[[ EXERCISE INPUT open ]]

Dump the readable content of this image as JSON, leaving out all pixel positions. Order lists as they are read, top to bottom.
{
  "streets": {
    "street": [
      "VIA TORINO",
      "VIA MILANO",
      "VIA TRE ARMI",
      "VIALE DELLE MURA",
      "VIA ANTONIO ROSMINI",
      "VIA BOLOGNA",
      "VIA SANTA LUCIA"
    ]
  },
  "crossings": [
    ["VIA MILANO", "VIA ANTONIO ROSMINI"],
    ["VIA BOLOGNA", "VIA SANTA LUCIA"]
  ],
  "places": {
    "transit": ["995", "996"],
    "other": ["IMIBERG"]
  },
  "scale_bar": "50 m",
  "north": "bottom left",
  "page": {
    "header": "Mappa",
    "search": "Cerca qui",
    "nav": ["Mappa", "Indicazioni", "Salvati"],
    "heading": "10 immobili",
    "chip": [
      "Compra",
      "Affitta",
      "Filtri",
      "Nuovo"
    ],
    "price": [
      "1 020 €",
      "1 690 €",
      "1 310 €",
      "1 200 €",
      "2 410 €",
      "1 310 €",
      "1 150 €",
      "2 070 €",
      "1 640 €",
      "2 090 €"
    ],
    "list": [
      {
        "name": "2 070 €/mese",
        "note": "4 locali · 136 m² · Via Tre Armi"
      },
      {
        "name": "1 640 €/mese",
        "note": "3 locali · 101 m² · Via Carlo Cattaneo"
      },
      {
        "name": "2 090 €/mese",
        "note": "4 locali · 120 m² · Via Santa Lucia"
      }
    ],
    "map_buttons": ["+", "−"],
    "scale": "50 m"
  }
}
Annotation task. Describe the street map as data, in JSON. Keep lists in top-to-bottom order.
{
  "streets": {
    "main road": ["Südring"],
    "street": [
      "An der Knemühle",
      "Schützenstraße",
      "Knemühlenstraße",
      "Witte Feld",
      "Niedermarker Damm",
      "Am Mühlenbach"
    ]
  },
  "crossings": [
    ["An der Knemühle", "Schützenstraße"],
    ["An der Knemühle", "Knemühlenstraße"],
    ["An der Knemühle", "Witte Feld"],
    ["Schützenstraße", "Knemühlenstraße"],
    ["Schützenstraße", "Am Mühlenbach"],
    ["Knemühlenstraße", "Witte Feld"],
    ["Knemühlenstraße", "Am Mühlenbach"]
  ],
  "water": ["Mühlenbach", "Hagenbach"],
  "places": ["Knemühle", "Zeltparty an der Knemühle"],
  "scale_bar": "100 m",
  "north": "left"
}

[[ EXERCISE INPUT closed ]]

Could you copy out all of the records above exactly?

■ ANSWER TO THIS EXERCISE:
Dump the readable content of this image as JSON, leaving out all pixel positions. Order lists as they are read, top to bottom.
{
  "streets": {
    "street": [
      "VIA TORINO",
      "VIA MILANO",
      "VIA TRE ARMI",
      "VIALE DELLE MURA",
      "VIA ANTONIO ROSMINI",
      "VIA BOLOGNA",
      "VIA SANTA LUCIA"
    ]
  },
  "crossings": [
    ["VIA MILANO", "VIA ANTONIO ROSMINI"],
    ["VIA BOLOGNA", "VIA SANTA LUCIA"]
  ],
  "places": {
    "transit": ["995", "996"],
    "other": ["IMIBERG"]
  },
  "scale_bar": "50 m",
  "north": "bottom left",
  "page": {
    "header": "Mappa",
    "search": "Cerca qui",
    "nav": ["Mappa", "Indicazioni", "Salvati"],
    "heading": "10 immobili",
    "chip": [
      "Compra",
      "Affitta",
      "Filtri",
      "Nuovo"
    ],
    "price": [
      "1 020 €",
      "1 690 €",
      "1 310 €",
      "1 200 €",
      "2 410 €",
      "1 310 €",
      "1 150 €",
      "2 070 €",
      "1 640 €",
      "2 090 €"
    ],
    "list": [
      {
        "name": "2 070 €/mese",
        "note": "4 locali · 136 m² · Via Tre Armi"
      },
      {
        "name": "1 640 €/mese",
        "note": "3 locali · 101 m² · Via Carlo Cattaneo"
      },
      {
        "name": "2 090 €/mese",
        "note": "4 locali · 120 m² · Via Santa Lucia"
      }
    ],
    "map_buttons": ["+", "−"],
    "scale": "50 m"
  }
}
Annotation task. Describe the street map as data, in JSON. Keep lists in top-to-bottom order.
{
  "streets": {
    "main road": ["Südring"],
    "street": [
      "An der Knemühle",
      "Schützenstraße",
      "Knemühlenstraße",
      "Witte Feld",
      "Niedermarker Damm",
      "Am Mühlenbach"
    ]
  },
  "crossings": [
    ["An der Knemühle", "Schützenstraße"],
    ["An der Knemühle", "Knemühlenstraße"],
    ["An der Knemühle", "Witte Feld"],
    ["Schützenstraße", "Knemühlenstraße"],
    ["Schützenstraße", "Am Mühlenbach"],
    ["Knemühlenstraße", "Witte Feld"],
    ["Knemühlenstraße", "Am Mühlenbach"]
  ],
  "water": ["Mühlenbach", "Hagenbach"],
  "places": ["Knemühle", "Zeltparty an der Knemühle"],
  "scale_bar": "100 m",
  "north": "left"
}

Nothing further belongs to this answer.